Tomorrow is the 41st anniversary of President John Kennedy receiving an honorary degree from UND in Grand Forks. He was on a 5-day Soil Conservation Tour at the time.

In Dick Russell’s book, The Man Who Knew Too Much, there are references to Richard Case Nagell, a war vet who later admitted being a double agent. In 1963, Nagell penetrated a New Orleans cell of Cuban exiles that wanted to assassinate Kennedy; their plan was to make it look like Castro was to blame. Nagell said he told the KGB about the plot, and they ordered him to warn Lee Harvey Oswald. Nagell also said he told the FBI and CIA about the plan, which was to unfold late in September while Kennedy was on the Conservation Tour. Then, five days before Kennedy was in Grand Forks, Nagell walked into an El Paso bank, fired two shots at the ceiling and waited to be arrested. His reason was that he wanted to isolate himself from the murder.

Some credit Nagell with subverting the September assassination attempt. Whether Kennedy would have been shot in Grand Forks, is highly debatable – there were 14 cities on the tour, and the crime could have been carried out in any of them. But Nagell’s claims piqued the interest of many researchers, including Gary Severson and UND professor John Delane Williams.

While studying the various assassination theories, Severson and Williams discovered three interesting links between North Dakota and Kennedy’s assassin, Lee Harvey Oswald. The first was a newspaper story released on November 23rd, 1963, the day after Kennedy was shot. It had actually been written four years earlier, when UPI reporter Aline Mosby interviewed Oswald about his reasons for defecting to the Soviet Union.

“I am a Marxist,” Oswald told her. “I became interested about the age of 15. An old lady handed me a pamphlet about saving the Rosenbergs. I still remember that pamphlet... I don’t know why. Then we moved to North Dakota,” Oswald said, “and I discovered one book in the library, ‘Das Kapital.’ It was what I’d been looking for.
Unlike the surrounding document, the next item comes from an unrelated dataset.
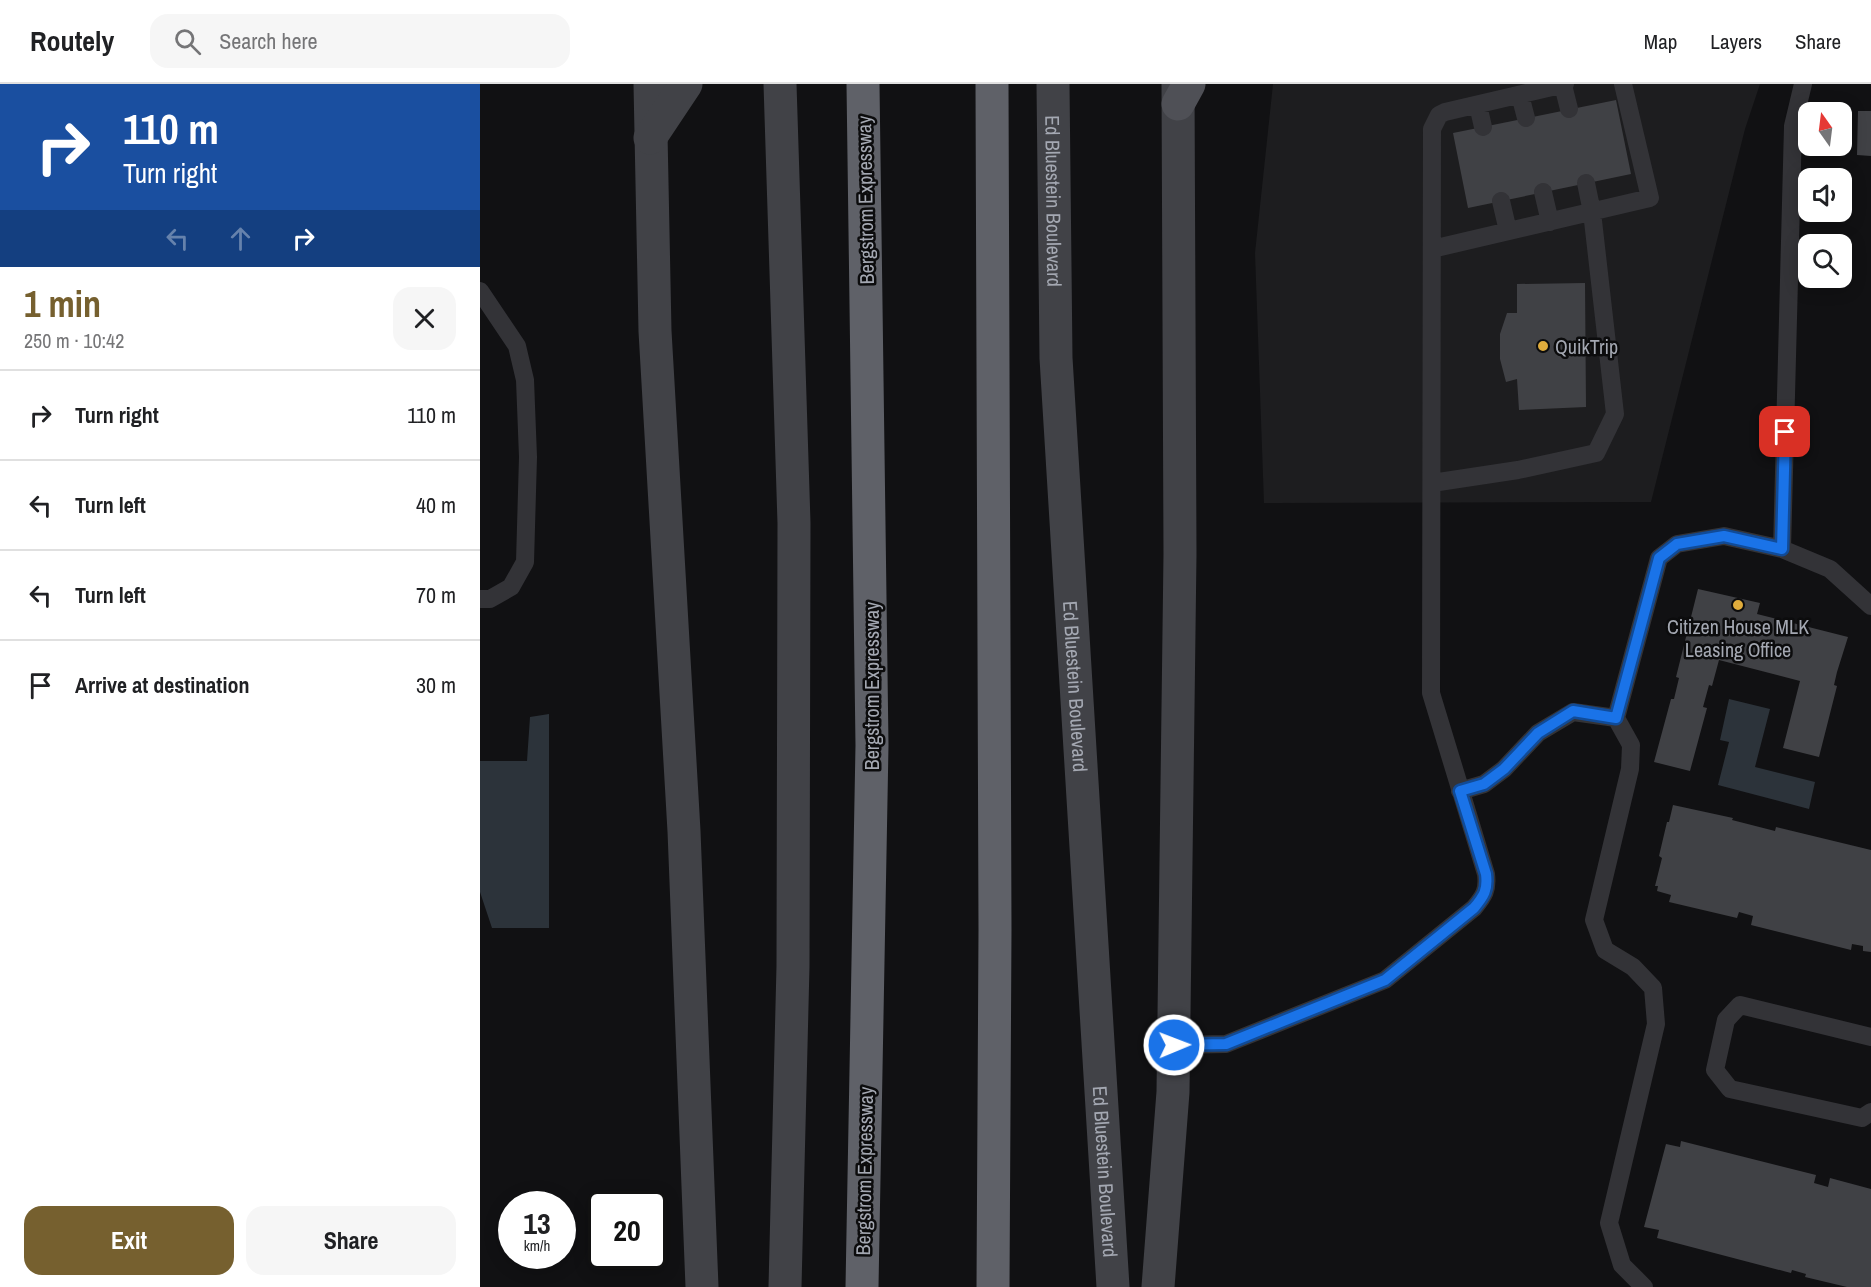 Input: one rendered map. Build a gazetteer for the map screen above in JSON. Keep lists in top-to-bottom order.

It was like a very religious man opening the Bible the first time.” When Mosby’s story was presented to the Warren Commission, the words “North Dakota” had been changed to “New Orleans.” There’s no clear explanation for this.

There were – and are – some who believe Oswald may have spent the summer of either 1955 or ‘56 in Stanley, in northwest ND. About two and a half weeks after Kennedy died, a letter from Alma Cole reached President Lyndon Johnson’s desk. In it, Cole said that while living in Stanley in the mid-‘50s, a teenager named Harvey Oswald spent time with her son and that the boy bragged that someday he was going to kill a president. Mrs. Cole provided names of more than ten other people from Stanley who might remember Oswald. Ten days later, the FBI began to interview them. Most had no recollection of the boy – during those years, many people moved in and out because of the oil fields. Mrs. Cole’s son, however, remembered him as Harv or Harvey Oswald, and his description matched the age and traits of the real Oswald as a teenager.

While Severson and Willams were doing research in Stanley in the late 1990s, Lyle Aho, a tailor, recalled an “older boy” he got to know during the same time period. The boy called himself Lee, and he asked Aho and a friend to train with him, so they could go to Cuba and make money. When Aho’s friend was later contacted about this, he said he remembered a teenager named Lee and also remembered the talk about Cuba and that Lee was a fast talker. Whether Lee Harvey Oswald was ever in North Dakota can’t be proven, of course, but it makes for good conversation.